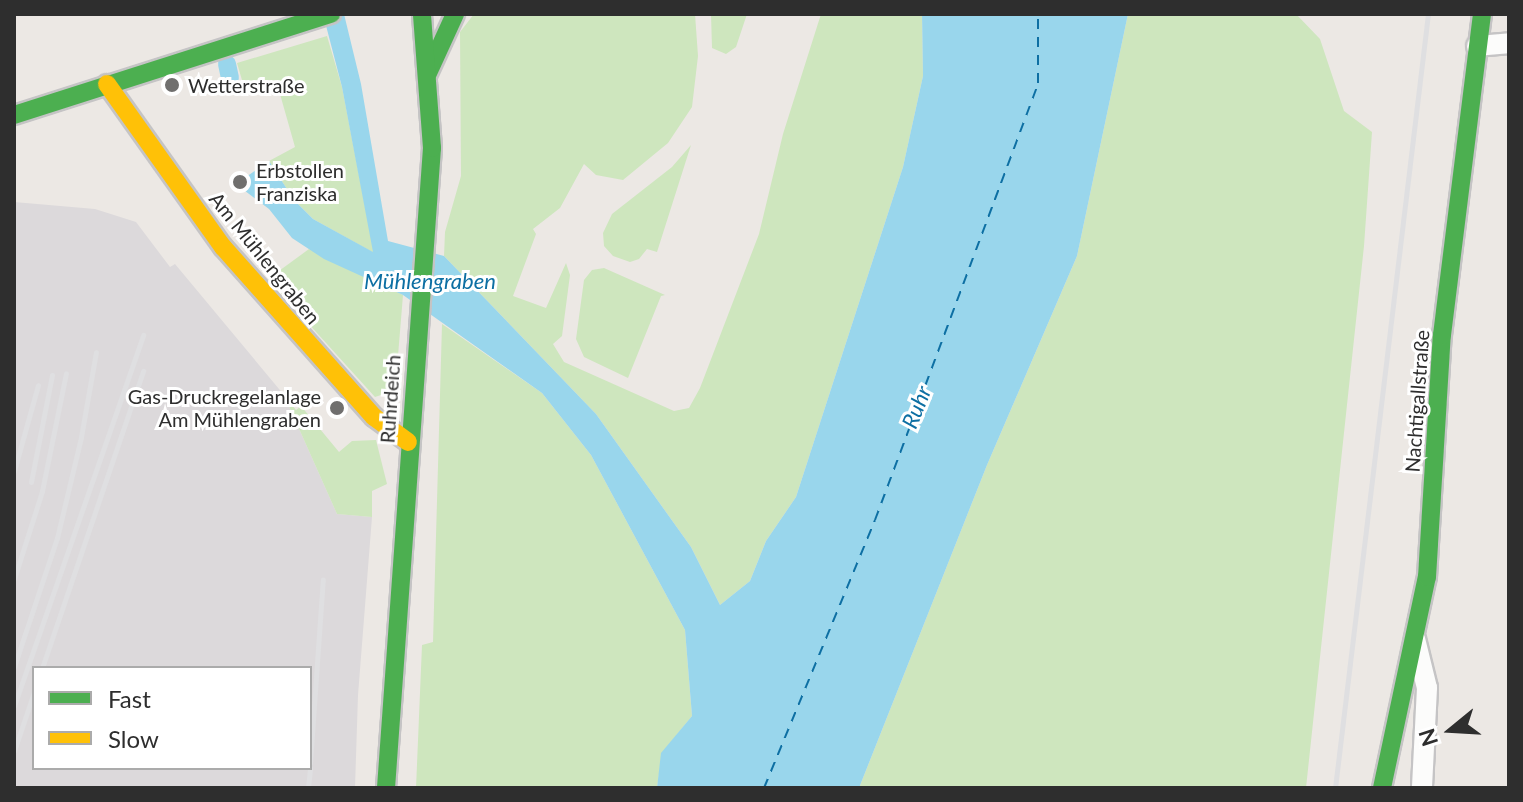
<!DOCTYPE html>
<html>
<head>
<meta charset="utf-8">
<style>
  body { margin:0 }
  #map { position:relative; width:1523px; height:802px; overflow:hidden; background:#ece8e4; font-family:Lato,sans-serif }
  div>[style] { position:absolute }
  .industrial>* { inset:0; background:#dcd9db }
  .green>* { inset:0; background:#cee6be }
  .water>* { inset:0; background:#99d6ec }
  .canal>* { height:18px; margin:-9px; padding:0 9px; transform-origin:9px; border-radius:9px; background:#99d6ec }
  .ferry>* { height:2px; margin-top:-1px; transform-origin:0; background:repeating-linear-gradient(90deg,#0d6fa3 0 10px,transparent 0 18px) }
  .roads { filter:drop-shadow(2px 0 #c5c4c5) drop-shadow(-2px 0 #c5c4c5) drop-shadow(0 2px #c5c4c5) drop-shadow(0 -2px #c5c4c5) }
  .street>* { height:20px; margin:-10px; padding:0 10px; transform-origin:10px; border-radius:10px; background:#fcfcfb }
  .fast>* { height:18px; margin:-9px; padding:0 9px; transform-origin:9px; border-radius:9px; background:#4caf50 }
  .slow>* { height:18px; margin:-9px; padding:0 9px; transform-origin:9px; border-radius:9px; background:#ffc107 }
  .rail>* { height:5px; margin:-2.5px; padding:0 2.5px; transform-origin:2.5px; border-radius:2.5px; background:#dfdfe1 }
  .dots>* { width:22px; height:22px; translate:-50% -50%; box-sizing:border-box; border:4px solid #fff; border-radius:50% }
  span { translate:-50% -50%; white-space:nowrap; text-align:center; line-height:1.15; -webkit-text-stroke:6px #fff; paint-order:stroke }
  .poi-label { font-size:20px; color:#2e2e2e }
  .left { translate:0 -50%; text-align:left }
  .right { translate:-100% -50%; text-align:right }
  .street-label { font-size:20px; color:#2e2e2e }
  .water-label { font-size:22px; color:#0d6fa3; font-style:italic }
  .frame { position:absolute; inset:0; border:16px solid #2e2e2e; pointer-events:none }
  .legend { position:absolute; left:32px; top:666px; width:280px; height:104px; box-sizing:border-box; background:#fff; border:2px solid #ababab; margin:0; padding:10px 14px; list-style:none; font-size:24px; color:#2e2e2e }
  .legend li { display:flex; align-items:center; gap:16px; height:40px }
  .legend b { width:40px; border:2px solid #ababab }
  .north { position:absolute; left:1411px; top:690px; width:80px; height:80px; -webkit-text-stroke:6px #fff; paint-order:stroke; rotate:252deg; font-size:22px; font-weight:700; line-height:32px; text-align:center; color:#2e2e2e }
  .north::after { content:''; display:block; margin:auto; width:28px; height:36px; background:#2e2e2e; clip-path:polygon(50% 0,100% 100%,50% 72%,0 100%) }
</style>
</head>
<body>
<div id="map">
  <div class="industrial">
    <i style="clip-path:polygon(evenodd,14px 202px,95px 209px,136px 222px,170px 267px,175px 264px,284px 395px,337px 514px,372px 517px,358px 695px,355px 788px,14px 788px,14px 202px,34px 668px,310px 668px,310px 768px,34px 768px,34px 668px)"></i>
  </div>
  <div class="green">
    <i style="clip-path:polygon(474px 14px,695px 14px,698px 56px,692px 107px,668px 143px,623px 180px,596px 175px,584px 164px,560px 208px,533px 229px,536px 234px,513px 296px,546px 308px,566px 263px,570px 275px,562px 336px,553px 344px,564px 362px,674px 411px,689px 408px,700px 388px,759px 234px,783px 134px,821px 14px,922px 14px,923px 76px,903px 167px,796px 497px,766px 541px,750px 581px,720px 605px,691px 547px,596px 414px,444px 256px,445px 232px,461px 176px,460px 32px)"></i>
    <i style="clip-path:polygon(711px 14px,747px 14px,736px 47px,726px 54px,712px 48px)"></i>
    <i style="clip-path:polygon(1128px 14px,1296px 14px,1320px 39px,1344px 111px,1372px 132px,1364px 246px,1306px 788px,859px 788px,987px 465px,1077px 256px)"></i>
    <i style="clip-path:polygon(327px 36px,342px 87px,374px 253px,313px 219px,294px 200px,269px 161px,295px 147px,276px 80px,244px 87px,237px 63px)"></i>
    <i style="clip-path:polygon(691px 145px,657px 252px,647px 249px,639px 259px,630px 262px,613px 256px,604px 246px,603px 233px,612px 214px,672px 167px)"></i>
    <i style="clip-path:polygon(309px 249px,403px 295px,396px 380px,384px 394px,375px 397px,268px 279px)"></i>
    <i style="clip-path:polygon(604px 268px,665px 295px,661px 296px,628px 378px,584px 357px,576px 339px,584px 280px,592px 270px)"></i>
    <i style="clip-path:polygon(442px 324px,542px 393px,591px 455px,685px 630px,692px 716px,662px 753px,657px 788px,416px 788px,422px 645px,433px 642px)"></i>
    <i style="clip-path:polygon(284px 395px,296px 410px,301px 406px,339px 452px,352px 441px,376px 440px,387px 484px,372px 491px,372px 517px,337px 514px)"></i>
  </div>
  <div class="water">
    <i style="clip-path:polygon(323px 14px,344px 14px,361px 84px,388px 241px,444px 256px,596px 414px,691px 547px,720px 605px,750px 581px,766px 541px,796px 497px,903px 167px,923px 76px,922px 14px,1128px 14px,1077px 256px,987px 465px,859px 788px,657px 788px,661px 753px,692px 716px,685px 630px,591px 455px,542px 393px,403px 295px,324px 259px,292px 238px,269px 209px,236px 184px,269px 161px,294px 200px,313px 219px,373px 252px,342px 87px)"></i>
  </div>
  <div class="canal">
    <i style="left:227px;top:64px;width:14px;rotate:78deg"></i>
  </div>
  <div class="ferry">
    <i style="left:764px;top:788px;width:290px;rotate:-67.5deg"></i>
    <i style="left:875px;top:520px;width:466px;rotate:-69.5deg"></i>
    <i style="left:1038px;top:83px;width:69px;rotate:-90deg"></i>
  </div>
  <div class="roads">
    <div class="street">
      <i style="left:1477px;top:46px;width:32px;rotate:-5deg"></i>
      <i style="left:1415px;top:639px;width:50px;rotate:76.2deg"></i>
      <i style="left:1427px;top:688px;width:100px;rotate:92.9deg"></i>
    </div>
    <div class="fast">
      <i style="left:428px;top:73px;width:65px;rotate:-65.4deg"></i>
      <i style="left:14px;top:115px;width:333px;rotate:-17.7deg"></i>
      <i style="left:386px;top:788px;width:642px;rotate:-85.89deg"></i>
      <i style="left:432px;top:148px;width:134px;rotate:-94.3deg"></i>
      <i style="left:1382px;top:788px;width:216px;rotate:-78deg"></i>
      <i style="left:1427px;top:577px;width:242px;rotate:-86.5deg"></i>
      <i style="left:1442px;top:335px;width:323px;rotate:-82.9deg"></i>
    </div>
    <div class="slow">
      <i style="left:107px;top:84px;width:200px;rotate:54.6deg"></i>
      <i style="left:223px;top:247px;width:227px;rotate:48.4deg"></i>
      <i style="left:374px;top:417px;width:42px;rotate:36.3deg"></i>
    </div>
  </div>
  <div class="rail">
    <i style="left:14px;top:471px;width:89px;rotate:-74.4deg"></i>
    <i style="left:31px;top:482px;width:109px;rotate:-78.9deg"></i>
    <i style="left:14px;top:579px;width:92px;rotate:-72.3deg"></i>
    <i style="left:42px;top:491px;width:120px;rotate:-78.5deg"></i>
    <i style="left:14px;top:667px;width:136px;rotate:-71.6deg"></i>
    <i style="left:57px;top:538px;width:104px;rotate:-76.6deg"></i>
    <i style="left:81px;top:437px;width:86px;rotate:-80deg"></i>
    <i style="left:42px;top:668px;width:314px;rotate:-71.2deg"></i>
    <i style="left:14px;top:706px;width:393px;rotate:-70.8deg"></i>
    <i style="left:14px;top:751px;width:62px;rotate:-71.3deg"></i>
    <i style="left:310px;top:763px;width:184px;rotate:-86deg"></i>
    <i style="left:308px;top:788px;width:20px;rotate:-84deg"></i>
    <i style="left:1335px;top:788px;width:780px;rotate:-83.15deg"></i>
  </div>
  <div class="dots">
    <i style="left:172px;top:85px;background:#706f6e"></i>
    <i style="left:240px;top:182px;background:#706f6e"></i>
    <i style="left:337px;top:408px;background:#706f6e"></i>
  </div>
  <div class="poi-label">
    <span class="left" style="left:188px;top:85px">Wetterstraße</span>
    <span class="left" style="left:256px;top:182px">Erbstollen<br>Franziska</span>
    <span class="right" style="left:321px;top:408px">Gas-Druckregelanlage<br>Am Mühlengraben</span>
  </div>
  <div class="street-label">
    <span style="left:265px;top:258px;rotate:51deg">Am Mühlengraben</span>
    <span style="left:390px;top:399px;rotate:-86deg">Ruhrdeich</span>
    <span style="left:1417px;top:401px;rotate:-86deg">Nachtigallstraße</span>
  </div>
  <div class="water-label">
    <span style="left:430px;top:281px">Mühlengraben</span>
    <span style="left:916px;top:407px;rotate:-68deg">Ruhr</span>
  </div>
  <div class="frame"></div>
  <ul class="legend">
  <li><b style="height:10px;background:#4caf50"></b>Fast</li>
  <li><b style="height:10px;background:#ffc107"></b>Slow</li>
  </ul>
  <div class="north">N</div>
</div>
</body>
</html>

ASSIGNMENT
Above are the records. Copy the lines beginning at the one that has "transform-origin:9px; border-radius:9px; background:#99d6ec" and ending with the one that has "filter:drop-shadow(2px 0 #c5c4c5)", unchanged.

WORKED SOLUTION
  .canal>* { height:18px; margin:-9px; padding:0 9px; transform-origin:9px; border-radius:9px; background:#99d6ec }
  .ferry>* { height:2px; margin-top:-1px; transform-origin:0; background:repeating-linear-gradient(90deg,#0d6fa3 0 10px,transparent 0 18px) }
  .roads { filter:drop-shadow(2px 0 #c5c4c5) drop-shadow(-2px 0 #c5c4c5) drop-shadow(0 2px #c5c4c5) drop-shadow(0 -2px #c5c4c5) }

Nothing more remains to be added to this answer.